ABOUT THIS TASK:
Collect all lines containing the word "speed" from the data.
Start of DATA RECORDS
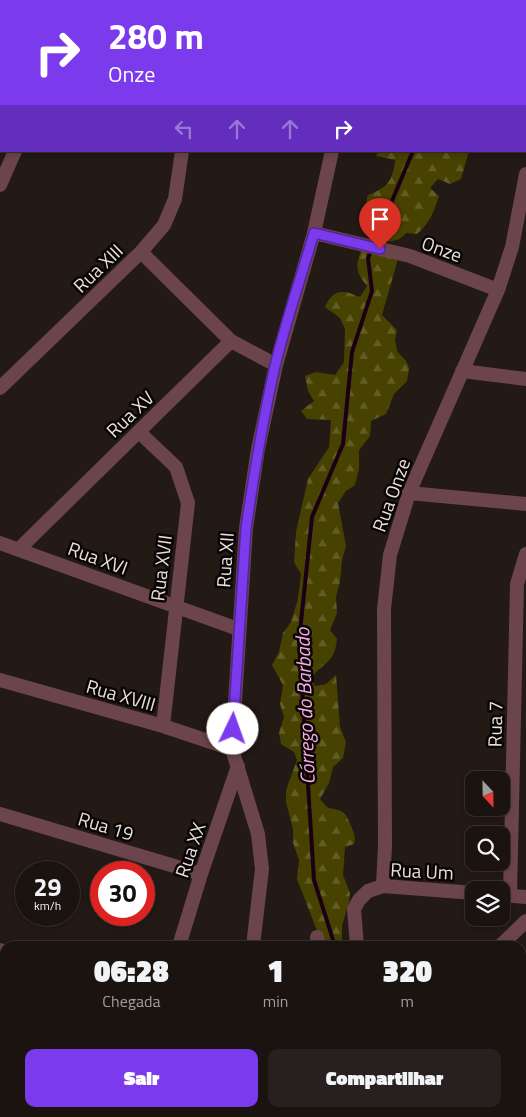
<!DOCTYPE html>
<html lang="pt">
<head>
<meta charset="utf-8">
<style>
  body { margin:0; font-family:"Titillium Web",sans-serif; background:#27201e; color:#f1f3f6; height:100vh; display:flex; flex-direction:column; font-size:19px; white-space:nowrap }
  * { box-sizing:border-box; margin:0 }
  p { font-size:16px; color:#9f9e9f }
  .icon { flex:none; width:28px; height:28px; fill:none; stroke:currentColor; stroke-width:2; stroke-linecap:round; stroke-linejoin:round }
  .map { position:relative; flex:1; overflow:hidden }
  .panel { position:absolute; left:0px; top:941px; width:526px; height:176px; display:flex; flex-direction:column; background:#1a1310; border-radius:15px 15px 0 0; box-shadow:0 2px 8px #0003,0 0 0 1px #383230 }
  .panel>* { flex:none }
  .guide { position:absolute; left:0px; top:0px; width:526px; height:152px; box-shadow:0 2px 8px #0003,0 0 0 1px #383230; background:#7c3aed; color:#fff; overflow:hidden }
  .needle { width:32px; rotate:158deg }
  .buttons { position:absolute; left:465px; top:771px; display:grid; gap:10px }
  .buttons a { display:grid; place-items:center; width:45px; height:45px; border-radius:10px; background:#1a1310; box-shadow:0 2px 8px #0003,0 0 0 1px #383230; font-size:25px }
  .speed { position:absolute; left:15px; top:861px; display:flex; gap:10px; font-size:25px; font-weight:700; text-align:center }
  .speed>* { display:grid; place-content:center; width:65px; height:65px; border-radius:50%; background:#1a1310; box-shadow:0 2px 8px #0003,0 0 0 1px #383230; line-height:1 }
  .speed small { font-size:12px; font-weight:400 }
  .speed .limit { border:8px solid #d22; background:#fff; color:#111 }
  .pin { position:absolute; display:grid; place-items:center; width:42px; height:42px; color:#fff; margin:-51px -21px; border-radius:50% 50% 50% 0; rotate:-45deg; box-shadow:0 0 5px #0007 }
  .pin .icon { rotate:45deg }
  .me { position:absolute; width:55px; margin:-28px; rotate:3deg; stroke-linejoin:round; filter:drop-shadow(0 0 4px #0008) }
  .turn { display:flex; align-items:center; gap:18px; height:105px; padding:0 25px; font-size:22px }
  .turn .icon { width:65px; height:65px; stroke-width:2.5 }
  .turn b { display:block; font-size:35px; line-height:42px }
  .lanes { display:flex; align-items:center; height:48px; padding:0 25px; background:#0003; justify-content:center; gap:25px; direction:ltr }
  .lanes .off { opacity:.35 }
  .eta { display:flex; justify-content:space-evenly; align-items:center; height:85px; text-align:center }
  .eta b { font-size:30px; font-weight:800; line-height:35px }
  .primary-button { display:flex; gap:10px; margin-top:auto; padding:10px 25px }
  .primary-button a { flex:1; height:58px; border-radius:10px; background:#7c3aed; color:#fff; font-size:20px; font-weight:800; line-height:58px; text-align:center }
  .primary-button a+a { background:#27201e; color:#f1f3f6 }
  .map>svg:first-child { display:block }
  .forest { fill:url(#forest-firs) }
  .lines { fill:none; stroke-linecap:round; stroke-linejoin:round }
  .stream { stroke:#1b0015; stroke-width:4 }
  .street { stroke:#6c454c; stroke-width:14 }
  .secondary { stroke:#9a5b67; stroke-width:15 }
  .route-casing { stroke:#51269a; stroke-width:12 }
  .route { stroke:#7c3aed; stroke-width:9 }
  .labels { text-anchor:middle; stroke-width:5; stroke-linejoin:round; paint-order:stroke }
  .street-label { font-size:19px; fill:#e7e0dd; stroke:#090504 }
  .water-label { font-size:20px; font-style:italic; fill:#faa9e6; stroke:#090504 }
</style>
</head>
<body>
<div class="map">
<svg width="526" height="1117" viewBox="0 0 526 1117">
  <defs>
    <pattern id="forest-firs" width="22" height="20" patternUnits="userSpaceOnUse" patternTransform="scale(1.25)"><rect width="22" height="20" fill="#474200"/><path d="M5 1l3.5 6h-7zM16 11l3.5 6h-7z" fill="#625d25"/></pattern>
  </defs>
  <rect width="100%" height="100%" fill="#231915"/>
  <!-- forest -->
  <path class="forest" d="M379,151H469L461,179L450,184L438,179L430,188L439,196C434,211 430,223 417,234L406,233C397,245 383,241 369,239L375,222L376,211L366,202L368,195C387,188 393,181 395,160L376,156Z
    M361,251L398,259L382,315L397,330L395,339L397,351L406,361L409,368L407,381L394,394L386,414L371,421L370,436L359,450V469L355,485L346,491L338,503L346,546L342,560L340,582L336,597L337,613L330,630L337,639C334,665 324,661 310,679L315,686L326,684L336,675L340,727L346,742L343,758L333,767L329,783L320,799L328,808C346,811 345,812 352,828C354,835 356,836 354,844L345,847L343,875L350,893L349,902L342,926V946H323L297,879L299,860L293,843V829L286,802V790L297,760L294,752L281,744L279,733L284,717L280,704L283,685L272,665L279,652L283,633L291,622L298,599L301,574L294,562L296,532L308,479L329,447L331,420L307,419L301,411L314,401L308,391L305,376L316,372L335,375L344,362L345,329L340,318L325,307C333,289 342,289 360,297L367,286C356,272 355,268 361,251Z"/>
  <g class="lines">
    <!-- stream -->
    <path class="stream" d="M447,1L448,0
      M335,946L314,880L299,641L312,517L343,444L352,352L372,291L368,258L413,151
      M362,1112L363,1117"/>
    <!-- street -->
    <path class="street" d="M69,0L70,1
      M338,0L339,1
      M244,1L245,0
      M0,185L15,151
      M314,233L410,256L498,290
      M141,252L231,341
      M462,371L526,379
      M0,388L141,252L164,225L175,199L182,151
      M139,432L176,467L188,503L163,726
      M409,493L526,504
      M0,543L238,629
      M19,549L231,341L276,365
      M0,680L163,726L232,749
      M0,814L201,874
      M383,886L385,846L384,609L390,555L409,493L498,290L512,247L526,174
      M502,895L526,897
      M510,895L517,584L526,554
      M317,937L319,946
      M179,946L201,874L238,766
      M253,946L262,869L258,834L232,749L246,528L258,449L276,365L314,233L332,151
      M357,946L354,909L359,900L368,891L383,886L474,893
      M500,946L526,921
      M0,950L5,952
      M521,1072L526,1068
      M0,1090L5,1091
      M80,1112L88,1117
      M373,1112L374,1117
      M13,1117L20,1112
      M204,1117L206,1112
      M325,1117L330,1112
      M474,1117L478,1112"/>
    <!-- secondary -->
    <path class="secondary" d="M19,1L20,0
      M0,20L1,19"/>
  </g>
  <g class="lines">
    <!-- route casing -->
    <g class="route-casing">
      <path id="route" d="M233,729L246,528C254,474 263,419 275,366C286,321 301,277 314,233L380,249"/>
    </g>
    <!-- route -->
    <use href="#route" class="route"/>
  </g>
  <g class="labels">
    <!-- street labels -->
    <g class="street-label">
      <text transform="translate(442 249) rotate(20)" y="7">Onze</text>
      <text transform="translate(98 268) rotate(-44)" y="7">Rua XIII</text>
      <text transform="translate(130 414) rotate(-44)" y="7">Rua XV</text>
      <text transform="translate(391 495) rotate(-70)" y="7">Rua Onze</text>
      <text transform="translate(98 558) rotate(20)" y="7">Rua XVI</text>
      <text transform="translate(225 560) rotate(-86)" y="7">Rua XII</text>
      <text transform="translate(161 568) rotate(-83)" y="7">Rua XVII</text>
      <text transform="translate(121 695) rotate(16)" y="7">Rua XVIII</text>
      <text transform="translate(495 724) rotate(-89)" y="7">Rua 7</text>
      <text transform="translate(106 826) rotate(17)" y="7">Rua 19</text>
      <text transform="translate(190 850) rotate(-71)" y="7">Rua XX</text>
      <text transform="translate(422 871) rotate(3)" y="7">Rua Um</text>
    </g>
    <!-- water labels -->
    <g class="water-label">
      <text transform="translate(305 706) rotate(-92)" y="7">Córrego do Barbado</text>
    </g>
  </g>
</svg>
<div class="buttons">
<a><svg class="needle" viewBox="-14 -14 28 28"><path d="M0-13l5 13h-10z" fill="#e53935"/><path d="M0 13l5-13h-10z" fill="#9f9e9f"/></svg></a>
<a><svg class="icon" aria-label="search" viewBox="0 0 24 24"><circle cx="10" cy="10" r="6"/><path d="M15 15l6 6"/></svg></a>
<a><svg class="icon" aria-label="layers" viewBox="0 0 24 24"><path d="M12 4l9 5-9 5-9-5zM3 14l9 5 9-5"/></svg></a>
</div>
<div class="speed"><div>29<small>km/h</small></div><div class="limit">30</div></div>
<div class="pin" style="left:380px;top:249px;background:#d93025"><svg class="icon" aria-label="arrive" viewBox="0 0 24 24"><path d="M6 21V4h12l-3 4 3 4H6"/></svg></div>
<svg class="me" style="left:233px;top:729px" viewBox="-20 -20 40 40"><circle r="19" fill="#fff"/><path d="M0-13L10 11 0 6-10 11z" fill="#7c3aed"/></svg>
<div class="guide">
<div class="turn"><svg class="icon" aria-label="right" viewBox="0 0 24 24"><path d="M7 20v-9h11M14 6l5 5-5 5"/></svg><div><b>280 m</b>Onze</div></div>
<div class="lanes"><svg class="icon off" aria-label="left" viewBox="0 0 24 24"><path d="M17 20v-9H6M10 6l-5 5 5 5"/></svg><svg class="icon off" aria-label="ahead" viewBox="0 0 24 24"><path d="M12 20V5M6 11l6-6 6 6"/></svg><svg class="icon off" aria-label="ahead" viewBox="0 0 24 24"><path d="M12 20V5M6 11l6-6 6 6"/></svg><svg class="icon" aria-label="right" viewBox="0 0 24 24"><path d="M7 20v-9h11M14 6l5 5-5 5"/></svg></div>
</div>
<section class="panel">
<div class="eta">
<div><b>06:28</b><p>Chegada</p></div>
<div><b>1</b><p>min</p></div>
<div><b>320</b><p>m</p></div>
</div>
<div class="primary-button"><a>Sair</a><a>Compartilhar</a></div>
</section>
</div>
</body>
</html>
End of DATA RECORDS
Start of DATA RECORDS
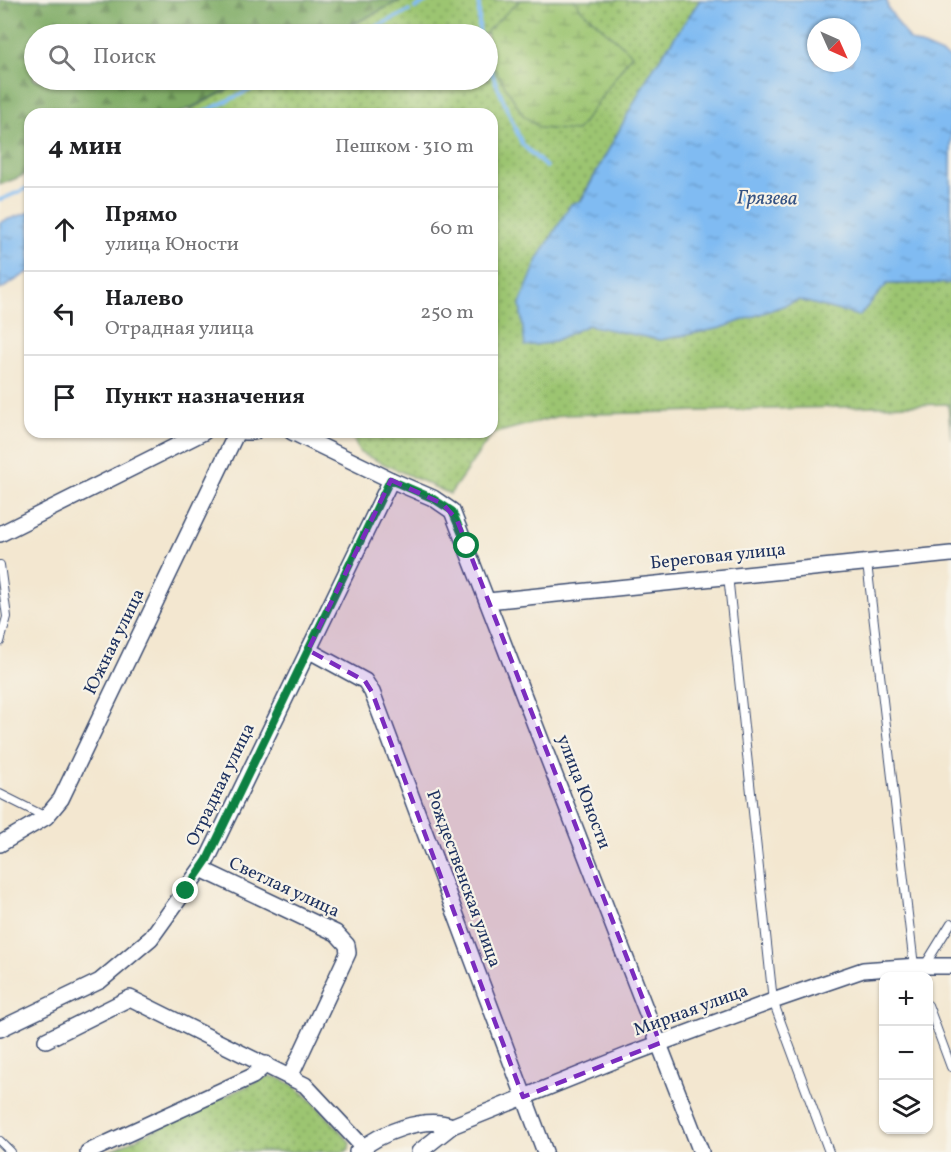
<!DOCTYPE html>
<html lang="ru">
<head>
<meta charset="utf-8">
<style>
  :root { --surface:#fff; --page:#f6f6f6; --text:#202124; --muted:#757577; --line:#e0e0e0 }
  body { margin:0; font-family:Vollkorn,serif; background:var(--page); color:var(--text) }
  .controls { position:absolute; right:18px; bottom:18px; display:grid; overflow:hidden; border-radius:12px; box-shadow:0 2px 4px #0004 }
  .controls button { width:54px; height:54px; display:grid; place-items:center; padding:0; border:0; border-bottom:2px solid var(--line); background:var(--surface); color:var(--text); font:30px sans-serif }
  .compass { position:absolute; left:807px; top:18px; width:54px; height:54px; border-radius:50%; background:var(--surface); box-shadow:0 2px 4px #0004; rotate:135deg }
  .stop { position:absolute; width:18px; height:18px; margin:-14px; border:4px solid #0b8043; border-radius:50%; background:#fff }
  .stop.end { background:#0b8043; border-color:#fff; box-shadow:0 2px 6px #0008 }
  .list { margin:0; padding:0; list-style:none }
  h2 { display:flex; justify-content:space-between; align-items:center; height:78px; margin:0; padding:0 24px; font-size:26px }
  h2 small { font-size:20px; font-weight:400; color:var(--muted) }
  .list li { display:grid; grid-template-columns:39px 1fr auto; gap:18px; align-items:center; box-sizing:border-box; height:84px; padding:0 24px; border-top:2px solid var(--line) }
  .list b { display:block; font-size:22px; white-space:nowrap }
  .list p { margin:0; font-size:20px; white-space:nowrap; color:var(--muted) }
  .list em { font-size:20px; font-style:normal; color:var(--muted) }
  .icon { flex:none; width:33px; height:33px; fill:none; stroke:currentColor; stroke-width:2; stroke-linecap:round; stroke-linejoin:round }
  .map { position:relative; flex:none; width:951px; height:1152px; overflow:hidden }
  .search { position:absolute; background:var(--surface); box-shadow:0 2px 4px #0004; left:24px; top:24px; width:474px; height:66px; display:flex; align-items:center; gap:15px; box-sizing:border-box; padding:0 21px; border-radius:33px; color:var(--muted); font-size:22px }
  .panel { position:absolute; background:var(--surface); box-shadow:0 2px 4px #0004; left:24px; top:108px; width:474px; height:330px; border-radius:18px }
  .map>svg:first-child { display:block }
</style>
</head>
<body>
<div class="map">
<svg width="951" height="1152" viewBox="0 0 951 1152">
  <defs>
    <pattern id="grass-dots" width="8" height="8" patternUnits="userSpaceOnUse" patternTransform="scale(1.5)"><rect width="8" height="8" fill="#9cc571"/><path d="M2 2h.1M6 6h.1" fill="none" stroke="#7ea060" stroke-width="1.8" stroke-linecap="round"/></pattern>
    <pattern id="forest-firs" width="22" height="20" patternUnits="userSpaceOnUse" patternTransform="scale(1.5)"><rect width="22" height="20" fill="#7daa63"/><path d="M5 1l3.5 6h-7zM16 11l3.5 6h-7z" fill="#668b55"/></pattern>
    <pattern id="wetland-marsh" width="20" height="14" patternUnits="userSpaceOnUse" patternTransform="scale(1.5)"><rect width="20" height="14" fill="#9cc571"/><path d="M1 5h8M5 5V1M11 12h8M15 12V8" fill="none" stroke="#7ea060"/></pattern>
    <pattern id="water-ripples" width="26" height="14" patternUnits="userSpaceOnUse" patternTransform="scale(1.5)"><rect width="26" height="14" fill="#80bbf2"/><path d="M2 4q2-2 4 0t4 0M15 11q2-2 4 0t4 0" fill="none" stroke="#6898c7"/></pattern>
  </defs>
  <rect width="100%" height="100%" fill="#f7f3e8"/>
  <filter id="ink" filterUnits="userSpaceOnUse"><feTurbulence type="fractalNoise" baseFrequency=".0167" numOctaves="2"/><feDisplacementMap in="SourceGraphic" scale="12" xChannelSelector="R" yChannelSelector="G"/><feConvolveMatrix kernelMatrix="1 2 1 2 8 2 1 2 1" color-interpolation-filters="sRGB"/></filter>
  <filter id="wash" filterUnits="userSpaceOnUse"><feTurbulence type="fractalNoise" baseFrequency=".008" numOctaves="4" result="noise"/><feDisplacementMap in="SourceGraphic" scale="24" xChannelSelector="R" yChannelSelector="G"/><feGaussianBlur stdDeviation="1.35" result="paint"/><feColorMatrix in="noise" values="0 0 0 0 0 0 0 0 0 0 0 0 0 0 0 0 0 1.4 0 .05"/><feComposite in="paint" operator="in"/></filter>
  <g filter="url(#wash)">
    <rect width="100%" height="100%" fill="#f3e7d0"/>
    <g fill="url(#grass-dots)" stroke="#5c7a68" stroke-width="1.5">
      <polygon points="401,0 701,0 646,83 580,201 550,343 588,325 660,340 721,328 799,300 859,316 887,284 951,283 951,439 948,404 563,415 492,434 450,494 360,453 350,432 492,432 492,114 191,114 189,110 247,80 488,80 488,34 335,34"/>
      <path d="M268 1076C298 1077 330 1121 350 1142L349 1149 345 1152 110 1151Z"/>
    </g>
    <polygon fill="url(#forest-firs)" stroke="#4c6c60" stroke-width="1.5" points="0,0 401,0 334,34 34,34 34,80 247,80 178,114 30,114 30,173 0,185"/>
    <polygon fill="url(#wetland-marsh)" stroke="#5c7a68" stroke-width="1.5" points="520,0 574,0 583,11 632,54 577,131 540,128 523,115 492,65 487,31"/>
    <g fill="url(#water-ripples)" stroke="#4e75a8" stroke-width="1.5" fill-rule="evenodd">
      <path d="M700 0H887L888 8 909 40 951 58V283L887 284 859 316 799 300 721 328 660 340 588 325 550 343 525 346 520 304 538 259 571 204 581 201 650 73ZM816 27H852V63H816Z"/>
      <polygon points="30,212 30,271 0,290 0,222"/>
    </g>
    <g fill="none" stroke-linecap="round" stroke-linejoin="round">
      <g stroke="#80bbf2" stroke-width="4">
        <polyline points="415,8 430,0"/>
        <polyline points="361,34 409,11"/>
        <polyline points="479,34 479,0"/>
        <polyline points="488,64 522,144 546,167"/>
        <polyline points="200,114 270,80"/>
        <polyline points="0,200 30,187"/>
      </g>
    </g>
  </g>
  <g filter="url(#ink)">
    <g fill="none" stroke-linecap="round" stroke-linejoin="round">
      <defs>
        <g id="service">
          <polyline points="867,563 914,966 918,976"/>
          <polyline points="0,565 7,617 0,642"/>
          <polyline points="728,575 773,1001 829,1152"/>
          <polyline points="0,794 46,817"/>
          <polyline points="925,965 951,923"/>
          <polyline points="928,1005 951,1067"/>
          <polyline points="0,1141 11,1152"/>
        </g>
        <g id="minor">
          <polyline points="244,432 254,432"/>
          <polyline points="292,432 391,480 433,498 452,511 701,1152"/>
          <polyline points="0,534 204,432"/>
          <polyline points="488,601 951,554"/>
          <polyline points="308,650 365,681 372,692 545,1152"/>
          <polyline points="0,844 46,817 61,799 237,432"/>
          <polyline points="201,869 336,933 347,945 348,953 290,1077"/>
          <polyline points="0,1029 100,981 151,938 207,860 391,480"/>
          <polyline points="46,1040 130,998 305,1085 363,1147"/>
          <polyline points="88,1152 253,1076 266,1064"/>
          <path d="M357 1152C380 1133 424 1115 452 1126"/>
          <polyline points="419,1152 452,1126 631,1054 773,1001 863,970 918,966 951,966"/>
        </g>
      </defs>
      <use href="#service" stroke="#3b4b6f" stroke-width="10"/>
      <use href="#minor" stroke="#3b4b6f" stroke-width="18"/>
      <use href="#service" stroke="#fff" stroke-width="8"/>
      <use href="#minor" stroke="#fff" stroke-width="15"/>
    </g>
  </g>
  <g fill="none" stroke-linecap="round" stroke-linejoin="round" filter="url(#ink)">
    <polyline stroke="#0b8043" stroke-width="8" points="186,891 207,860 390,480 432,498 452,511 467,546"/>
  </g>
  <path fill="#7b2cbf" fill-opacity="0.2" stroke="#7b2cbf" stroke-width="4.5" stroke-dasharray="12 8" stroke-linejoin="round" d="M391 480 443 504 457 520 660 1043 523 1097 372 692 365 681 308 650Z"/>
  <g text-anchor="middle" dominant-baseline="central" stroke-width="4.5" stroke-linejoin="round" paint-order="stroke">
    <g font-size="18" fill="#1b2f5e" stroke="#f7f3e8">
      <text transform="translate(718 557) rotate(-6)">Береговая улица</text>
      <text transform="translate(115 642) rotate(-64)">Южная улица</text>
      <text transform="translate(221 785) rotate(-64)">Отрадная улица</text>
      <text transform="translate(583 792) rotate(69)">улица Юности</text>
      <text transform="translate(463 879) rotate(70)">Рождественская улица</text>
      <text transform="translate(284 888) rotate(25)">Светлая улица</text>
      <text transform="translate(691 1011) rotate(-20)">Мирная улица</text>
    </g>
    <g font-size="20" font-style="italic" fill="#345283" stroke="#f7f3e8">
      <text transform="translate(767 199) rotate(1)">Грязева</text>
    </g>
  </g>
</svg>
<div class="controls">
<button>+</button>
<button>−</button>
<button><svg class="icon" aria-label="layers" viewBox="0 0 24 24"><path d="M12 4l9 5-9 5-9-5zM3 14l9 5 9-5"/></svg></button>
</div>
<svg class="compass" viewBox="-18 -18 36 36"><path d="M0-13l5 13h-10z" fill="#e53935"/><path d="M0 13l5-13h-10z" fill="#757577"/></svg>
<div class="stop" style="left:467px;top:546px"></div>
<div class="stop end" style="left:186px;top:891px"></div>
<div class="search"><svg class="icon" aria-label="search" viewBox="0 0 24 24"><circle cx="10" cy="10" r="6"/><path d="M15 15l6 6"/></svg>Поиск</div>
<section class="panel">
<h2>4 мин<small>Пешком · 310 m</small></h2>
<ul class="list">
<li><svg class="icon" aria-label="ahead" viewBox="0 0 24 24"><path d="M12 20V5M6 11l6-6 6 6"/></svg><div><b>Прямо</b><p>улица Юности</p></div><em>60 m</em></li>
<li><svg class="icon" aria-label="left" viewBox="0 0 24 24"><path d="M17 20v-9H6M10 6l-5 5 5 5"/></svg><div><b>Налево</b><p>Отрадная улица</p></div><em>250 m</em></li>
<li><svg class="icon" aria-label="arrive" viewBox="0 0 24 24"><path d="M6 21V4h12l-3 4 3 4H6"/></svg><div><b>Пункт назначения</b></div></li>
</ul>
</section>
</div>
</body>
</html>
End of DATA RECORDS
COMPLETED EXERCISE:
  .speed { position:absolute; left:15px; top:861px; display:flex; gap:10px; font-size:25px; font-weight:700; text-align:center }
  .speed>* { display:grid; place-content:center; width:65px; height:65px; border-radius:50%; background:#1a1310; box-shadow:0 2px 8px #0003,0 0 0 1px #383230; line-height:1 }
  .speed small { font-size:12px; font-weight:400 }
  .speed .limit { border:8px solid #d22; background:#fff; color:#111 }
<div class="speed"><div>29<small>km/h</small></div><div class="limit">30</div></div>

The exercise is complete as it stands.